The environment is build based on Dockerfile provided in the repo. I only add a ssh server to the docker file and nothing else is changed. I think I may miss something, making It crashes at the ROI alignment.

The details are attached below:

To Reproduce

code I wrote:

(pretty much copied from colab notebook)

from detectron2.engine import DefaultTrainer
from detectron2.config import get_cfg

cfg = get_cfg()
cfg.merge_from_file("/detectron2_repo/configs/COCO-InstanceSegmentation/mask_rcnn_R_50_FPN_3x.yaml")
cfg.DATASETS.TRAIN = ("dental/train",)
cfg.DATASETS.TEST = ("dental/eval")   # no metrics implemented for this dataset
cfg.DATALOADER.NUM_WORKERS = 1
cfg.MODEL.WEIGHTS = "detectron2://COCO-InstanceSegmentation/mask_rcnn_R_50_FPN_3x/137849600/model_final_f10217.pkl"
# initialize from model zoo
cfg.SOLVER.IMS_PER_BATCH = 2
cfg.SOLVER.BASE_LR = 0.00025
cfg.SOLVER.MAX_ITER = 300    # 300 iterations seems good enough, but you can certainly train longer
cfg.MODEL.ROI_HEADS.BATCH_SIZE_PER_IMAGE = 128   # faster, and good enough for this toy dataset
cfg.MODEL.ROI_HEADS.NUM_CLASSES = 1  # only has one class (balloon)

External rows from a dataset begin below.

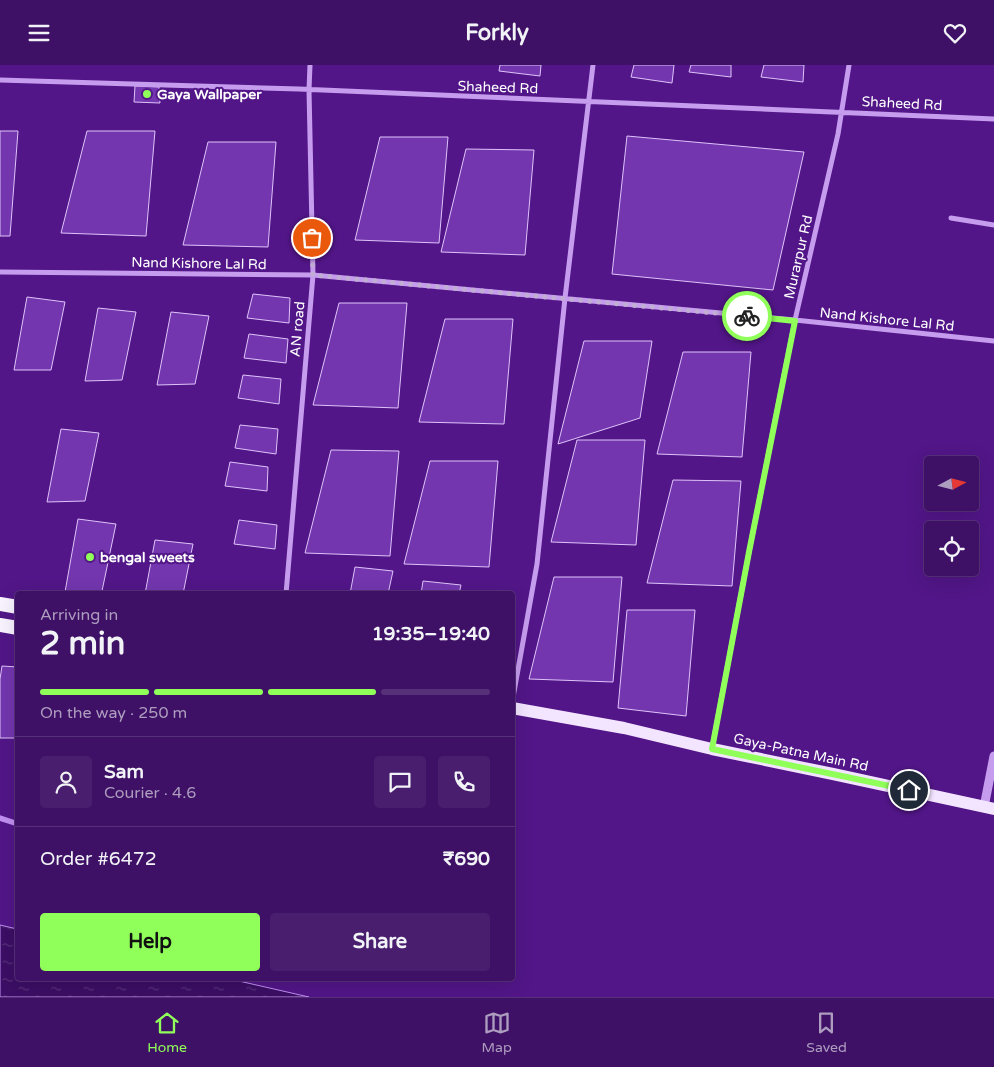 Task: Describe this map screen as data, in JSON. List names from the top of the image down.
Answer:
{
  "streets": {
    "main road": ["Gaya-Patna Main Rd"],
    "street": [
      "Shaheed Rd",
      "Murarpur Rd",
      "Nand Kishore Lal Rd",
      "AN road"
    ]
  },
  "crossings": [
    ["Shaheed Rd", "Murarpur Rd"],
    ["Shaheed Rd", "AN road"],
    ["Murarpur Rd", "Nand Kishore Lal Rd"],
    ["Murarpur Rd", "Gaya-Patna Main Rd"],
    ["Nand Kishore Lal Rd", "AN road"]
  ],
  "places": ["Gaya Wallpaper", "bengal sweets"],
  "north": "right",
  "page": {
    "header": "Forkly",
    "heading": ["2 min", "Arriving in", "19:35–19:40"],
    "panel": [
      "Sam",
      "Courier · 4.6",
      "Order #6472",
      "₹690"
    ],
    "bar": "On the way · 250 m",
    "buttons": ["Help", "Share"],
    "tabs": ["Home", "Map", "Saved"]
  }
} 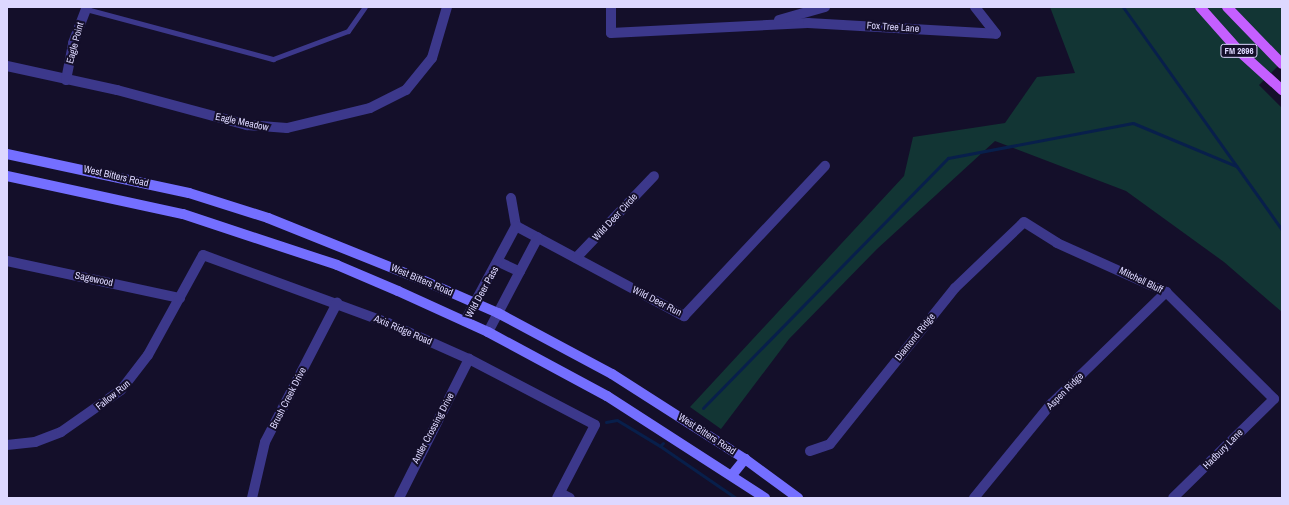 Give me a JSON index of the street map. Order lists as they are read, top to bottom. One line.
{"streets":{"main road":["FM 2696","West Bitters Road"],"street":["Fox Tree Lane","Eagle Point","Eagle Meadow","Wild Deer Circle","Sagewood","Mitchell Bluff","Wild Deer Pass","Wild Deer Run","Axis Ridge Road","Diamond Ridge","Aspen Ridge","Fallow Run","Brush Creek Drive","Antler Crossing Drive","Hadbury Lane"]},"crossings":[["Eagle Point","Eagle Meadow"],["West Bitters Road","Wild Deer Pass"],["Wild Deer Circle","Wild Deer Run"],["Sagewood","Fallow Run"],["Mitchell Bluff","Diamond Ridge"],["Mitchell Bluff","Aspen Ridge"],["Mitchell Bluff","Hadbury Lane"],["Wild Deer Pass","Wild Deer Run"],["Axis Ridge Road","Fallow Run"],["Axis Ridge Road","Brush Creek Drive"],["Axis Ridge Road","Antler Crossing Drive"]]} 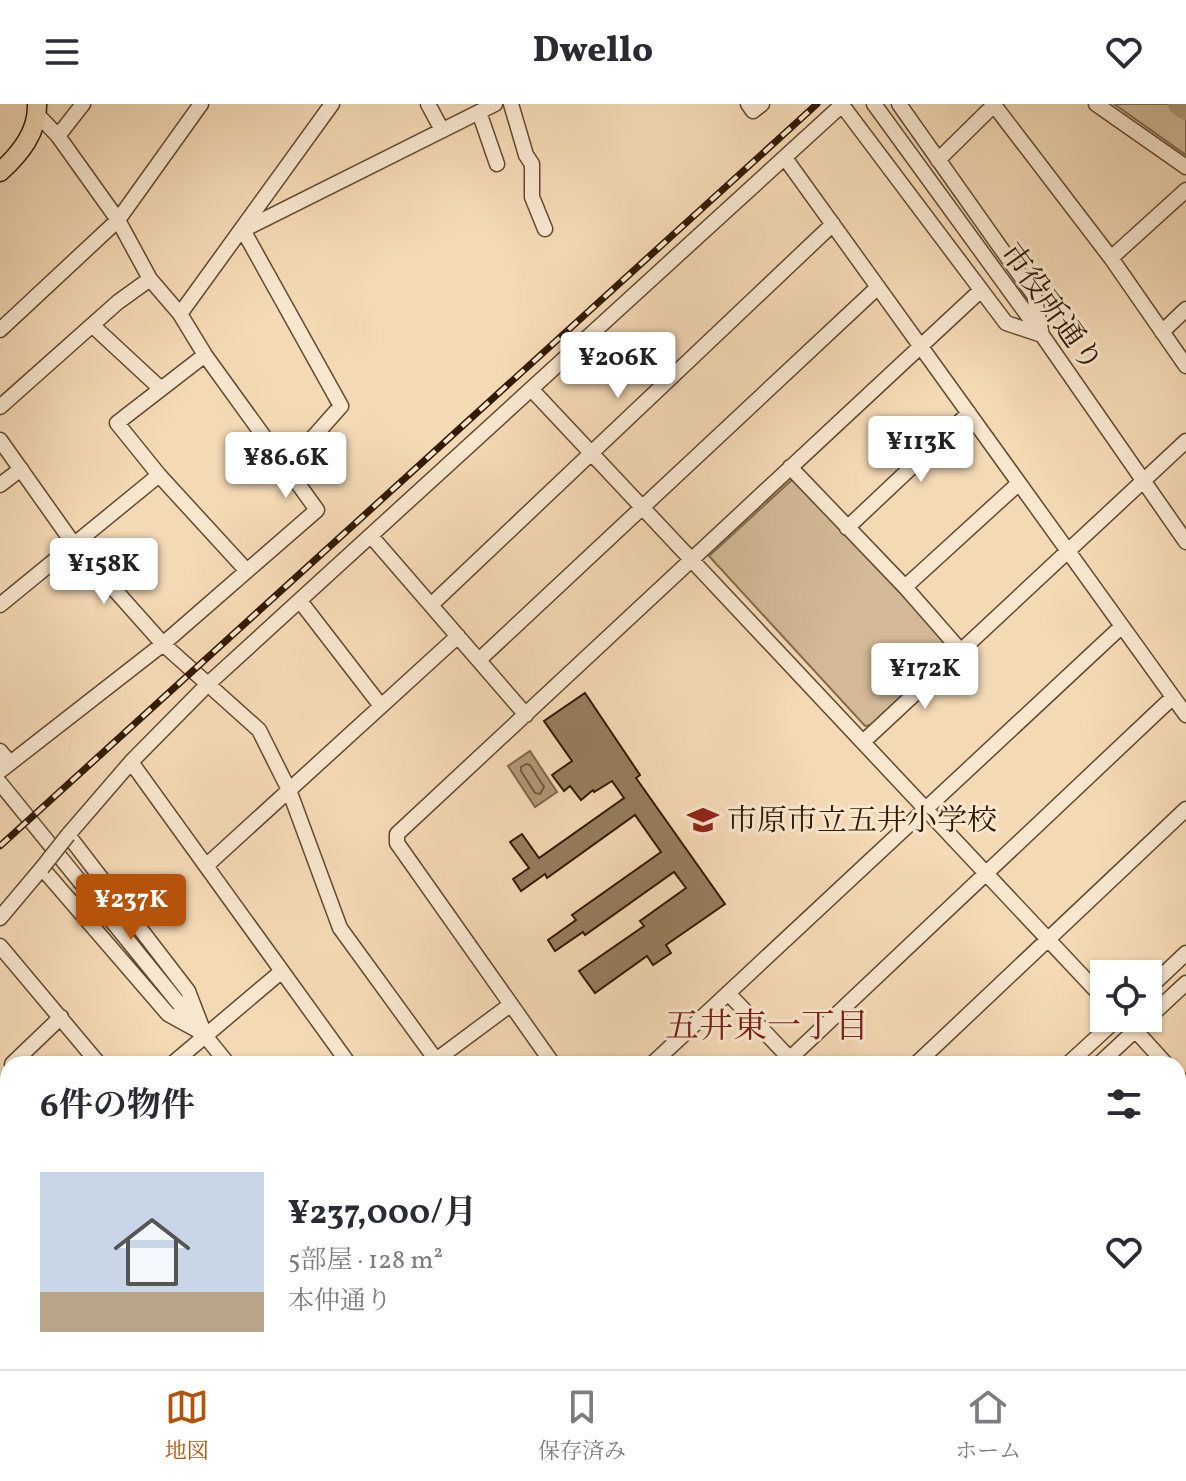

os.makedirs(cfg.OUTPUT_DIR, exist_ok=True)
trainer = DefaultTrainer(cfg)
trainer.resume_or_load(resume=False)
trainer.train()

Error log:

Failed to load OpenCL runtime

Category ids in annotations are not in [1, #categories]! We'll apply a mapping for you.

Metadata(evaluator_type='coco', image_root='/root/dentalpoc/data/raw', json_file='/root/dentalpoc/data/coco_format/@ 2019-11-06 04.37.49 UTC/dental_train.json', name='dental/train', thing_classes=['decay', 'debris', 'restoration', 'filling', 'other issue', 'staining', 'gingivitis', 'plaque', 'gum', 'wear', 'brokentooth', 'gumrecession'], thing_dataset_id_to_contiguous_id={0: 0, 1: 1, 2: 2, 3: 3, 4: 4, 5: 5, 6: 6, 7: 7, 8: 8, 9: 9, 10: 10, 11: 11})
Config '/detectron2_repo/configs/COCO-InstanceSegmentation/mask_rcnn_R_50_FPN_3x.yaml' has no VERSION. Assuming it to be compatible with latest v2.

Category ids in annotations are not in [1, #categories]! We'll apply a mapping for you.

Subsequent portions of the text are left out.